> _Task statement_
Of all the lines in the records below, copy only those that contain the string "buttons".

> _Saved data entries_
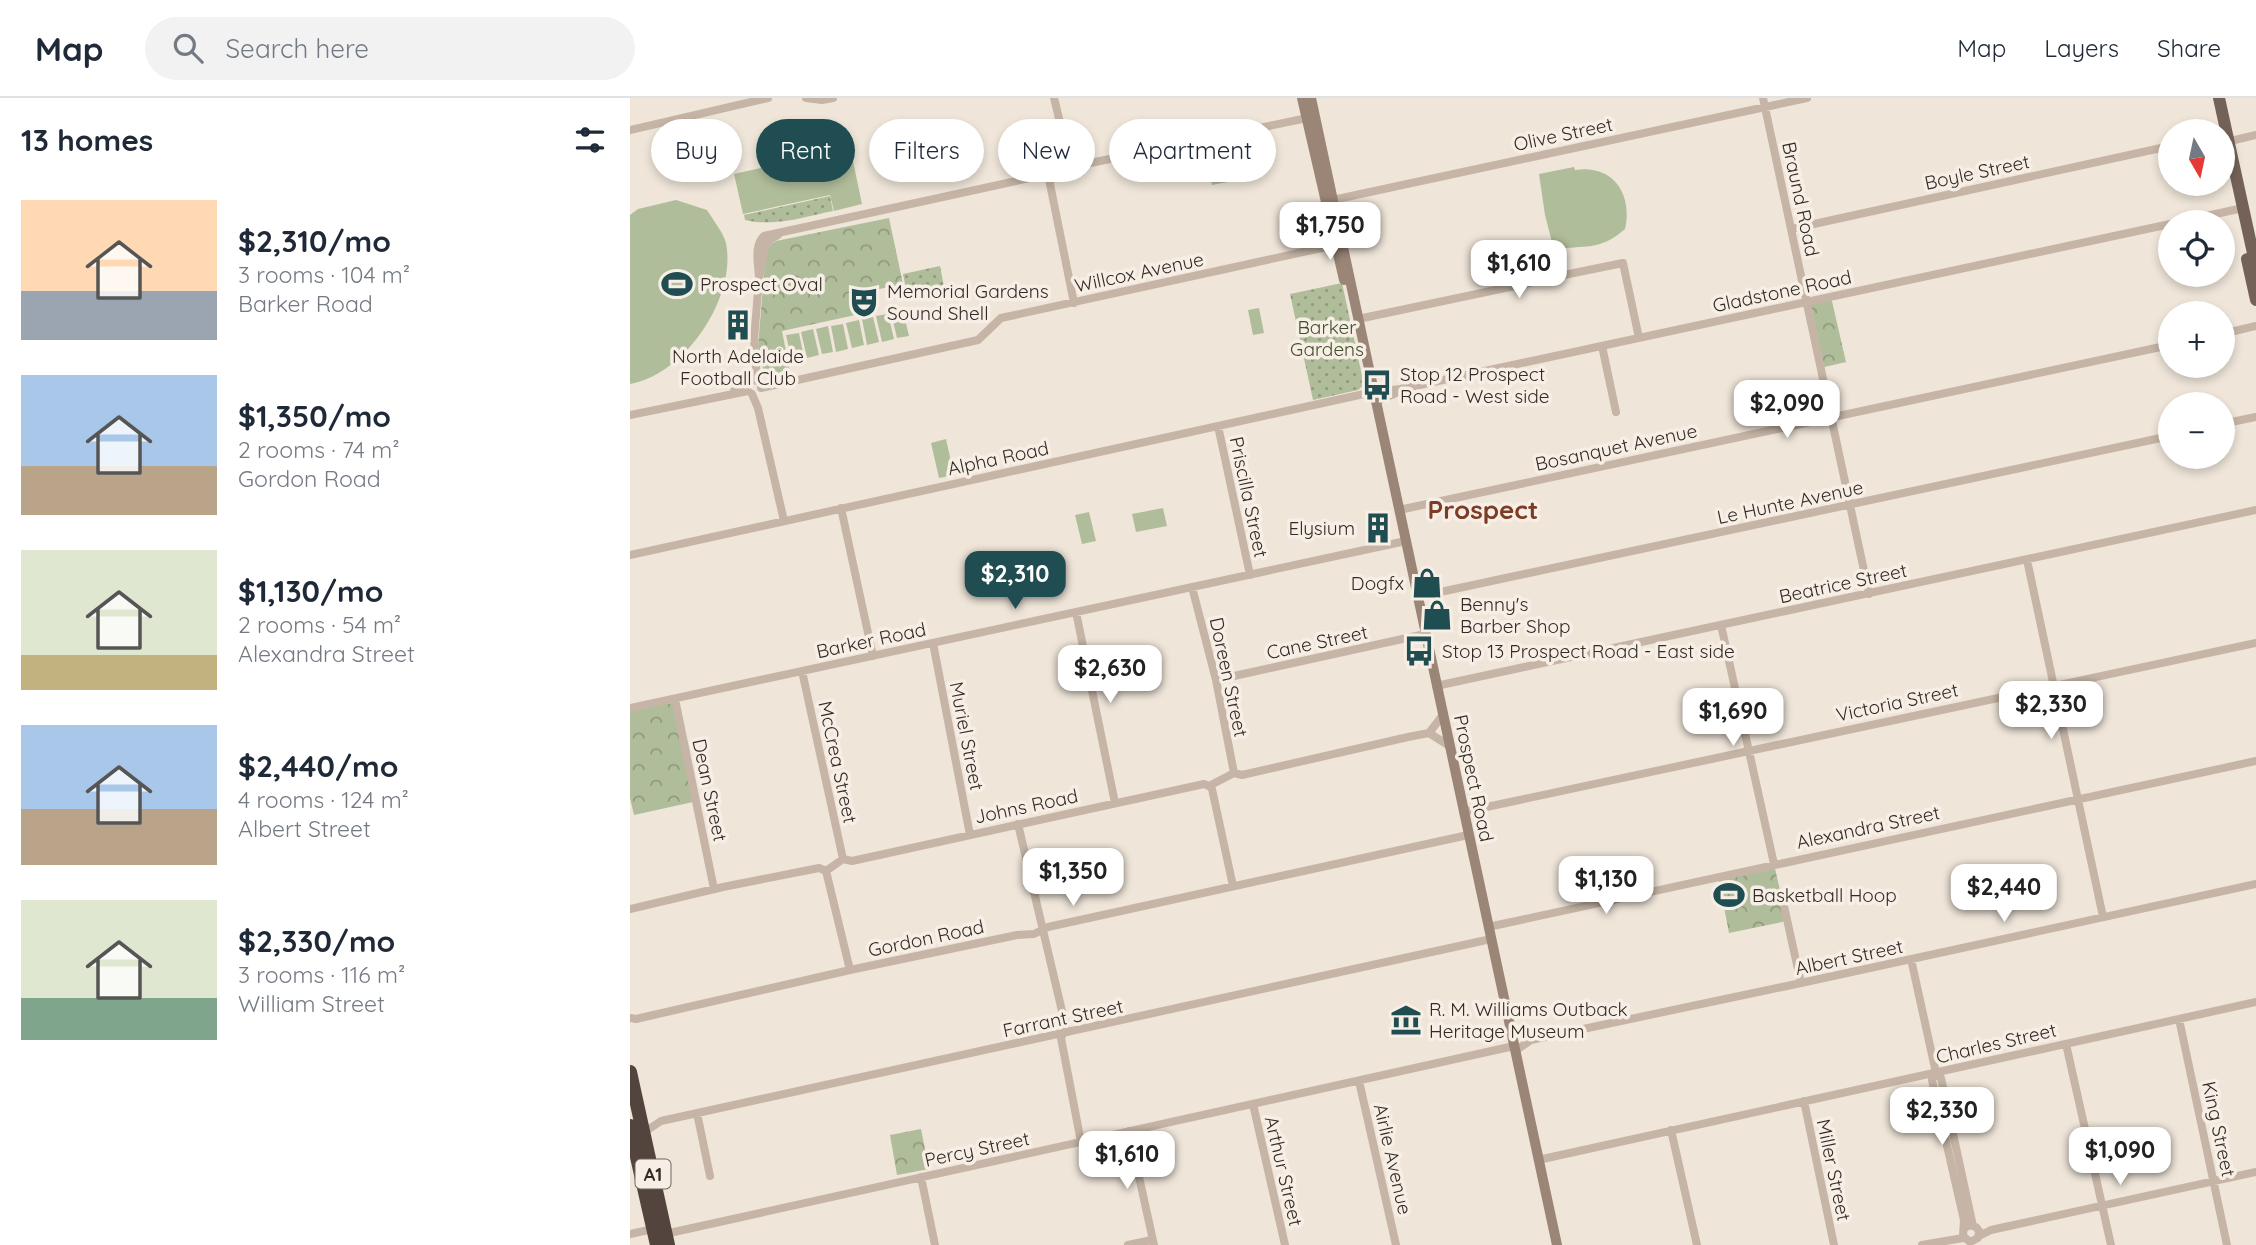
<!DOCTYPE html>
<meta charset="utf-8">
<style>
:root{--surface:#fff;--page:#f2f2f3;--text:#1f2937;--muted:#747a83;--line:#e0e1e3;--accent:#1f4d51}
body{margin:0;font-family:Quicksand,sans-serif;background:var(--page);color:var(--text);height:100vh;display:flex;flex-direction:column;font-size:26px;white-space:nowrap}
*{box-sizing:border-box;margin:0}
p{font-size:23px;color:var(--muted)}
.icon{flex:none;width:38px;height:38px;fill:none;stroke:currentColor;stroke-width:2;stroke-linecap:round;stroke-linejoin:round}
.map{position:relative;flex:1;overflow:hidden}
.side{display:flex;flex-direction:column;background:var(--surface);width:630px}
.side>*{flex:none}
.top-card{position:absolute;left:21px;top:21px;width:665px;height:63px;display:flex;gap:14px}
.needle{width:46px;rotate:171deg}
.buttons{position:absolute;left:1528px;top:21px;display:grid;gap:14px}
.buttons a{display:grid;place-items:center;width:77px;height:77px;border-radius:50%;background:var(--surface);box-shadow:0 4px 10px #0003;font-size:35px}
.price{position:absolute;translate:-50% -60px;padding:0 16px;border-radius:14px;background:#fff;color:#222;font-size:23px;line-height:46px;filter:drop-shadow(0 2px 4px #0008)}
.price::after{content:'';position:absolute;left:50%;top:42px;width:21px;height:16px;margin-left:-10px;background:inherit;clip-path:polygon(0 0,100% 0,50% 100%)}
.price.active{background:var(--accent);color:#fff}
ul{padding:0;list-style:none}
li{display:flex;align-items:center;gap:21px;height:175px;padding:0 21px}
li span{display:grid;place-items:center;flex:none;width:196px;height:140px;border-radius:0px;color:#555}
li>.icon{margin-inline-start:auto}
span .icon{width:84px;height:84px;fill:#fffc;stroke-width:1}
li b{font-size:30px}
h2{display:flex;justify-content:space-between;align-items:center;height:84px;padding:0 21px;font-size:30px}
.chip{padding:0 24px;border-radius:32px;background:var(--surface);box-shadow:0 4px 10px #0003;font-size:24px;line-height:63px}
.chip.active{background:var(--accent);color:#fff}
header{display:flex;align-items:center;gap:42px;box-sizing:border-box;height:98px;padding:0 35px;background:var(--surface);border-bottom:2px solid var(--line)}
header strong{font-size:33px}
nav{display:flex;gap:38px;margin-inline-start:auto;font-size:24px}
.search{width:490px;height:63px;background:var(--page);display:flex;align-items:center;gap:18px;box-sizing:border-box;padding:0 24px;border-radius:38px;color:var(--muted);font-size:26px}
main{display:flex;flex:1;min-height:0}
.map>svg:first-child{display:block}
.park{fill:url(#park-crowns)}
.garden{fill:url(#garden-dots)}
.pitch{fill:#b0bd9a}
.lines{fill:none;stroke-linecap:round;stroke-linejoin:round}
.street{stroke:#c6b5a6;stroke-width:8}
.secondary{stroke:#9a8577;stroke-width:10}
.primary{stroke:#746258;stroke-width:12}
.highway{stroke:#53453e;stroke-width:14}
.labels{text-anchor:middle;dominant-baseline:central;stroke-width:7;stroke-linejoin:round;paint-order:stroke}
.shield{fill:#f7efe5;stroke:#6e665f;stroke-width:2}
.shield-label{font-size:18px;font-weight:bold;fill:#332b26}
.street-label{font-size:19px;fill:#332b26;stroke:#f7efe5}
.poi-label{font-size:19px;fill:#332b26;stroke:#f7efe5;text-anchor:start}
.park-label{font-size:19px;fill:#414f2c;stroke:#f7efe5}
.district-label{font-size:26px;font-weight:bold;fill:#7c3c25;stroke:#f7efe5}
</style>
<header>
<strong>Map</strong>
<div class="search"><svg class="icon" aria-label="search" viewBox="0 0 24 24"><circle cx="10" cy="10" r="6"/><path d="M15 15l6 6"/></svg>Search here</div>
<nav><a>Map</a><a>Layers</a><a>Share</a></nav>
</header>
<main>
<section class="side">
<h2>13 homes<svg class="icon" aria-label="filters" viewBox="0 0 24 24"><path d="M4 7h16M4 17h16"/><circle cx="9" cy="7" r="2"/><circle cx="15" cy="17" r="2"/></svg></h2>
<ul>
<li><span style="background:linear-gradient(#ffd9b3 65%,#9aa5b1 0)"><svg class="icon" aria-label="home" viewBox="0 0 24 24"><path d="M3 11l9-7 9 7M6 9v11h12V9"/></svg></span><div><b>$2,310/mo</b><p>3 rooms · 104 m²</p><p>Barker Road</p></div></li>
<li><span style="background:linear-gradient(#a9c7e8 65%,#b9a48a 0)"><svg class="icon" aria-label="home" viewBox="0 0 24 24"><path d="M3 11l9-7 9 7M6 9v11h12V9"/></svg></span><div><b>$1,350/mo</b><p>2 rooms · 74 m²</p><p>Gordon Road</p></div></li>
<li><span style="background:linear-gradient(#dfe7d0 75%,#c2b280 0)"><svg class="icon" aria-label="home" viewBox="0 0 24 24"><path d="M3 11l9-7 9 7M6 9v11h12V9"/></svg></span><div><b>$1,130/mo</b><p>2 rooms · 54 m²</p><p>Alexandra Street</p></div></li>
<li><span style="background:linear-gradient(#a9c7e8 60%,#b9a48a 0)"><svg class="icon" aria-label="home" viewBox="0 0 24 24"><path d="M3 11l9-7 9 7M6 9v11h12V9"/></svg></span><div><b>$2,440/mo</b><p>4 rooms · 124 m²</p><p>Albert Street</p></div></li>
<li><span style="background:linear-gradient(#dfe7d0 70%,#7fa58c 0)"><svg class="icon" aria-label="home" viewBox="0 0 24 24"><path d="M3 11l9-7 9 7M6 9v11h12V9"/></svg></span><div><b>$2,330/mo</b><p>3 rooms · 116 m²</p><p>William Street</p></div></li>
</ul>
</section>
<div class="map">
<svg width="1626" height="1147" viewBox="0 0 1626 1147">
<defs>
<pattern id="park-crowns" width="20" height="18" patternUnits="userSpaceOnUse" patternTransform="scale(1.75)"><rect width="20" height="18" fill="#b0bd9a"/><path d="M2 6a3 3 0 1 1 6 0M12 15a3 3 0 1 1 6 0" fill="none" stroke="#909a7d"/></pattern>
<pattern id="garden-dots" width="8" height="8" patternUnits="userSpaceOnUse" patternTransform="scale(1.75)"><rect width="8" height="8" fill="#b0bd9a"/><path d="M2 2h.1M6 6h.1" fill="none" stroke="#909a7d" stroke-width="1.8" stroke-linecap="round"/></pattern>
</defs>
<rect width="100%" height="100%" fill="#efe5d9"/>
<path class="park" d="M 259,120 L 273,186 L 245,192 L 248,212 L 152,233 L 160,274 L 135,279 L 128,248 L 136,154 L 139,148 L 146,143 Z
M 1201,199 L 1216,264 L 1190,270 L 1176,204 Z
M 43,602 L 63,704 L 4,717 L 0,700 L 0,612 Z
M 1144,766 L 1157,823 L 1099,835 L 1088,778 Z
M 291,1031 L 299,1071 L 267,1077 L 260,1037 Z"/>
<path class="garden" d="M 200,98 L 203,113 C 173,119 145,129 115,122 L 114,117 Z
M 310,168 L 314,189 L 277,196 L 273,176 Z
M 712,185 L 734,287 L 728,292 L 683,302 L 660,196 Z"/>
<path class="pitch" d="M 591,52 L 598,84 L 582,87 L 575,55 Z
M 190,57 L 194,70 L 223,63 L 232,106 L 204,113 L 200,97 L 113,116 L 104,76 Z
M 944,69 L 945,72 C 983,66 1003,96 995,131 C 969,154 954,146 924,152 L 915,117 L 909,76 Z
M 46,102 L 77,112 C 83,122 93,134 96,145 C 107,199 55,277 0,286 L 0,117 L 8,111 Z
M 905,146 L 912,174 L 878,182 L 871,153 Z
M 629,210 L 634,235 L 623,237 L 618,212 Z
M 273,213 L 279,238 L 267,240 L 261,215 Z
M 258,216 L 264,241 L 252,244 L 246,218 Z
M 243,219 L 249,244 L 237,247 L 232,221 Z
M 229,222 L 234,247 L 222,250 L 216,225 Z
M 213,226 L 218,251 L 206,254 L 201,228 Z
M 198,228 L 203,254 L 192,256 L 186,231 Z
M 183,231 L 189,257 L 177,260 L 171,234 Z
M 169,235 L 174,260 L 162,263 L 156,237 Z
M 316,341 L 324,377 L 309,380 L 301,345 Z
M 533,410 L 537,428 L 506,434 L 502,416 Z
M 459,414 L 466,443 L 452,446 L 445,417 Z"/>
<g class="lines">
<path class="street" d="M 176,0 L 192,2 L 203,0
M 424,0 L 441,69
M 1133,0 L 1239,496
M 0,32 L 138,0
M 1592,45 L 1626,37
M 418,76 L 444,205
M 698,103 L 1177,0
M 1549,124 L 1613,110
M 1161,131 L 1540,48
M 929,178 L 993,165 L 1009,240
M 129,181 C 129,168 123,148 134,138 L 418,76 L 441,69 L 682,19
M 728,221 L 913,182
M 1592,236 L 1626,228
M 972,248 L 986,314
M 127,282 L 124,242 L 129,181 L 135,149 L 141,141 L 148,137
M 741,289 L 751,293 L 771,291 L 1540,126
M 131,290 L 348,242 L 371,220 L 710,146
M 104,293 L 122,282 L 128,283
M 122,296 L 128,310 L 154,423
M 746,306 C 753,296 764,300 771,291
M 0,317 L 118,293
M 1592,326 L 1626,319
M 588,328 L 620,477
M 211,410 L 243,558
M 769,412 L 1540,247
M 0,457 L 743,294
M 1397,462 L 1473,819
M 562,489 L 586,582 L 604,675
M 787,499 L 1540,338
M 446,514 L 485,705
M 1091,527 L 1144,766
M 303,545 L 340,737
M 172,573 L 213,761
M 586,582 L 795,536
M 806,588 L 1626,412
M 45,601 L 84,791
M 0,610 L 776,443
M 799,635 L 812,618
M 579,688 L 582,691 L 603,788
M 833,714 L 1626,545
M 388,726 L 436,930 L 431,940 L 451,1044
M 196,773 L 220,872
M 1154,808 L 1171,885
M 0,811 L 93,789 L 189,770 L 196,773 L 213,761 L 222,763 L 574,686 L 579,688 L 604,675 L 612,677 L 778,639 L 799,635 L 818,647
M 858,829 L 1626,663
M 1281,861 L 1306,975 L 1311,980 L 1343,1128
M 0,920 L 6,921 L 220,872 L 387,837 L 404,836 L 418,829 L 838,737
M 1549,921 L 1597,1147
M 1436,946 L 1481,1147
M 885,953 L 901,942 L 1171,885 L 1626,786
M 1306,975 L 1302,982 L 1334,1122 L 1333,1138 L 1340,1144 L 1348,1140 L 1349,1133 L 1346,1129 L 1339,1127 L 1334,1131
M 729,983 L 766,1147
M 1174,1003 L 1204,1147
M 623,1006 L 655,1147
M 67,1015 L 80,1078
M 1041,1032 L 1067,1147
M 499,1033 L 524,1147
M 13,1035 L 31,1023 L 861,841
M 908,1062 L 1626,904
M 291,1079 L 305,1147
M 0,1136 L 23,1131 L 25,1129
M 35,1136 L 884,948
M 1349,1138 L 1361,1132 L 1626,1074
M 498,1147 L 522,1142
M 1292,1147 L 1333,1140"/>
<path class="secondary" d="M 672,0 L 714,182
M 681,0 L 927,1147"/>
<path class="primary" d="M 1589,0 L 1626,169
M 1617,161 L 1626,202"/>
<path class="highway" d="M 0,974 L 38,1147
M 0,1028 L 27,1147"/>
</g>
<defs>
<g id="stadium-bare" transform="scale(2.415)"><path d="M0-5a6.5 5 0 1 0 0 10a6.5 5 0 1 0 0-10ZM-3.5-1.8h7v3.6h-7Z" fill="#1f4d51" stroke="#f7efe5" stroke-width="2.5" paint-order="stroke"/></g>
<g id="theatre-bare" transform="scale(2.415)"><path d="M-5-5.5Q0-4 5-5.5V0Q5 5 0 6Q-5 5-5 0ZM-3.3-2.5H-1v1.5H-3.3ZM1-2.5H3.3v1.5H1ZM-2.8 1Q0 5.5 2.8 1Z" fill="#1f4d51" stroke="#f7efe5" stroke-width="2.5" paint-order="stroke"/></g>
<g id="building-bare" transform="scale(2.415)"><path d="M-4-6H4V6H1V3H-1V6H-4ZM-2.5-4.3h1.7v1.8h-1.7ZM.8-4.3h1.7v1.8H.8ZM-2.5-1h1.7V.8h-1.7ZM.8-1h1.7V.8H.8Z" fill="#1f4d51" stroke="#f7efe5" stroke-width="2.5" paint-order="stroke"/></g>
<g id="bus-bare" transform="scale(2.415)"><path d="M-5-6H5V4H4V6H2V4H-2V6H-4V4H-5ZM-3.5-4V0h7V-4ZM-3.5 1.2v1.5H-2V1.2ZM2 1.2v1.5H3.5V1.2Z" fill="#1f4d51" stroke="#f7efe5" stroke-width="2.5" paint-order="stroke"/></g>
<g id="shop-bare" transform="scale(2.415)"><path d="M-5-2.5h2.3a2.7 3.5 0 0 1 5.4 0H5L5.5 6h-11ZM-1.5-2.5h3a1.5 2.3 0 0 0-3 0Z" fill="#1f4d51" stroke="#f7efe5" stroke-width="2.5" paint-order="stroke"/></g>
<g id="museum-bare" transform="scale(2.415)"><path d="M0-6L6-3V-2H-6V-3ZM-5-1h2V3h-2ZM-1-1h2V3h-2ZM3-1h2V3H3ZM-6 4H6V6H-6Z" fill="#1f4d51" stroke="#f7efe5" stroke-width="2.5" paint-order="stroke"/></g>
</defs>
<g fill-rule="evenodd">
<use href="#stadium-bare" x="47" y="186"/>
<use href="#theatre-bare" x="234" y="204"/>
<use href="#building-bare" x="108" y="227"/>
<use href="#bus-bare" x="747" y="287"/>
<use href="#building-bare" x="748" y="430"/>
<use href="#shop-bare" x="797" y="485"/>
<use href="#shop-bare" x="807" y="517"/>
<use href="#bus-bare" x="789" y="553"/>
<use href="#stadium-bare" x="1099" y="797"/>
<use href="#museum-bare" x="776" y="922"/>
</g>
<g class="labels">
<rect class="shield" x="5.5" y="1061.5" width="35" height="29" rx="5"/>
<g class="shield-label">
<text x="23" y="1076">A1</text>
</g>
<g class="street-label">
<text transform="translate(933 36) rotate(-12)">Olive Street</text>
<text transform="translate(1347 74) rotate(-12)">Boyle Street</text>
<text transform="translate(1171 101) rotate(78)">Braund Road</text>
<text transform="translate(509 174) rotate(-12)">Willcox Avenue</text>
<text transform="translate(1152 193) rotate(-12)">Gladstone Road</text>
<text transform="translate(986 349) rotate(-12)">Bosanquet Avenue</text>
<text transform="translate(368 360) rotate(-12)">Alpha Road</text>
<text transform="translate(619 399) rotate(78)">Priscilla Street</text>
<text transform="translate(1160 404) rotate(-12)">Le Hunte Avenue</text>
<text transform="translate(1213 485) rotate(-12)">Beatrice Street</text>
<text transform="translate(241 542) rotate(-12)">Barker Road</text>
<text transform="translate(687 544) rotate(-12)">Cane Street</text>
<text transform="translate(599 579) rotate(78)">Doreen Street</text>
<text transform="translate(1267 604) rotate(-12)">Victoria Street</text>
<text transform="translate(337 638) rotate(79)">Muriel Street</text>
<text transform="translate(208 664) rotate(78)">McCrea Street</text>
<text transform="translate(844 680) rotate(78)">Prospect Road</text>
<text transform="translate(80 692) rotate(78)">Dean Street</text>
<text transform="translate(396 708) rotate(-12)">Johns Road</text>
<text transform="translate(1238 729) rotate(-12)">Alexandra Street</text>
<text transform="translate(296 840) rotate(-12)">Gordon Road</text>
<text transform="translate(1219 859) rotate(-12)">Albert Street</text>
<text transform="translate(433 920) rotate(-12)">Farrant Street</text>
<text transform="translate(1366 945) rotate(-13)">Charles Street</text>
<text transform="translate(1589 1031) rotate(78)">King Street</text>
<text transform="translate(347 1051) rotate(-12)">Percy Street</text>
<text transform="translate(763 1061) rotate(77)">Airlie Avenue</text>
<text transform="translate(1204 1072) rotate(78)">Miller Street</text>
<text transform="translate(654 1073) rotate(77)">Arthur Street</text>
</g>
<g class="poi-label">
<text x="70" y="186">Prospect Oval</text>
<text x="257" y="193">Memorial Gardens<tspan x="257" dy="22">Sound Shell</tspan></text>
<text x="108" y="258" text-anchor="middle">North Adelaide<tspan x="108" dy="22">Football Club</tspan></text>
<text x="770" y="276">Stop 12 Prospect<tspan x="770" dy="22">Road - West side</tspan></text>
<text x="725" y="430" text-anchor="end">Elysium</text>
<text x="774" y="485" text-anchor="end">Dogfx</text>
<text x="830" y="506">Benny's<tspan x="830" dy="22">Barber Shop</tspan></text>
<text x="812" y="553">Stop 13 Prospect Road - East side</text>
<text x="1122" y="797">Basketball Hoop</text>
<text x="799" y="911">R. M. Williams Outback<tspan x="799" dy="22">Heritage Museum</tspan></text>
</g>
<g class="park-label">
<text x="697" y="229">Barker<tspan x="697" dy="22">Gardens</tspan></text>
</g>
<g class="district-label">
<text x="853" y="411">Prospect</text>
</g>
</g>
</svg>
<div class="buttons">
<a><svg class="needle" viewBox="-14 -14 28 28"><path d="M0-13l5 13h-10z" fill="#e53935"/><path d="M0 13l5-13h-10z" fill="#747a83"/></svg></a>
<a><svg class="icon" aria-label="locate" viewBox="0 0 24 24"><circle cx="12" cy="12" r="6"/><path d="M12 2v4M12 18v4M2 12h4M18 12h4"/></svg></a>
<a>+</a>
<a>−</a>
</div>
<b class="price" style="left:700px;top:164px">$1,750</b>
<b class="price" style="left:889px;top:202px">$1,610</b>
<b class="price" style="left:1157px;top:342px">$2,090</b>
<b class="price active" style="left:385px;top:513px">$2,310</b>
<b class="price" style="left:480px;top:607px">$2,630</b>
<b class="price" style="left:1421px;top:643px">$2,330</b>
<b class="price" style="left:1103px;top:650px">$1,690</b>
<b class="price" style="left:443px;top:810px">$1,350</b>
<b class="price" style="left:976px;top:818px">$1,130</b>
<b class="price" style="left:1374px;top:826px">$2,440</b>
<b class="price" style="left:1312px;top:1049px">$2,330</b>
<b class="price" style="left:1490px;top:1089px">$1,090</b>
<b class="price" style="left:497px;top:1093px">$1,610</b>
<div class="top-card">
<a class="chip">Buy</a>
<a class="chip active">Rent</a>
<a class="chip">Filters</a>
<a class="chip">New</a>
<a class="chip">Apartment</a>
</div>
</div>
</main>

> _Completed exercise_
.buttons{position:absolute;left:1528px;top:21px;display:grid;gap:14px}
.buttons a{display:grid;place-items:center;width:77px;height:77px;border-radius:50%;background:var(--surface);box-shadow:0 4px 10px #0003;font-size:35px}
<div class="buttons">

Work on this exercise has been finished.